Exercise aim - In the material below, identify each line bearing the word "Parque". Reproduce those lines.

-.-.-

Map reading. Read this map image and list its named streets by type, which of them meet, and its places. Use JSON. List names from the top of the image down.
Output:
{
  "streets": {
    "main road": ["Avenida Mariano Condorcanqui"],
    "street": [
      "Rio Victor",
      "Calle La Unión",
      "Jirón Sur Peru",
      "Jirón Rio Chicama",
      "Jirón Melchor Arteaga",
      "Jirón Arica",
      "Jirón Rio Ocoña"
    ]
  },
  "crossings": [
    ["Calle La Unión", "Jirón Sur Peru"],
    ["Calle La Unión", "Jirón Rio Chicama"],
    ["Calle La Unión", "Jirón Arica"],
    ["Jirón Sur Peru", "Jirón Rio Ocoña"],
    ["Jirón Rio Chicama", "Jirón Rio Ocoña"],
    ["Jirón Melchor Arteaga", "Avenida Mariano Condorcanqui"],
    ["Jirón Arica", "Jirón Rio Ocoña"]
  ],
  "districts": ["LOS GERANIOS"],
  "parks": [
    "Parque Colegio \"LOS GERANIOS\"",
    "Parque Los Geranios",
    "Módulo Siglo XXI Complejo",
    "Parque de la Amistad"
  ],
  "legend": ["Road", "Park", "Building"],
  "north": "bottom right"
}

-.-.-

Response below -
    "Parque Colegio \"LOS GERANIOS\"",
    "Parque Los Geranios",
    "Parque de la Amistad"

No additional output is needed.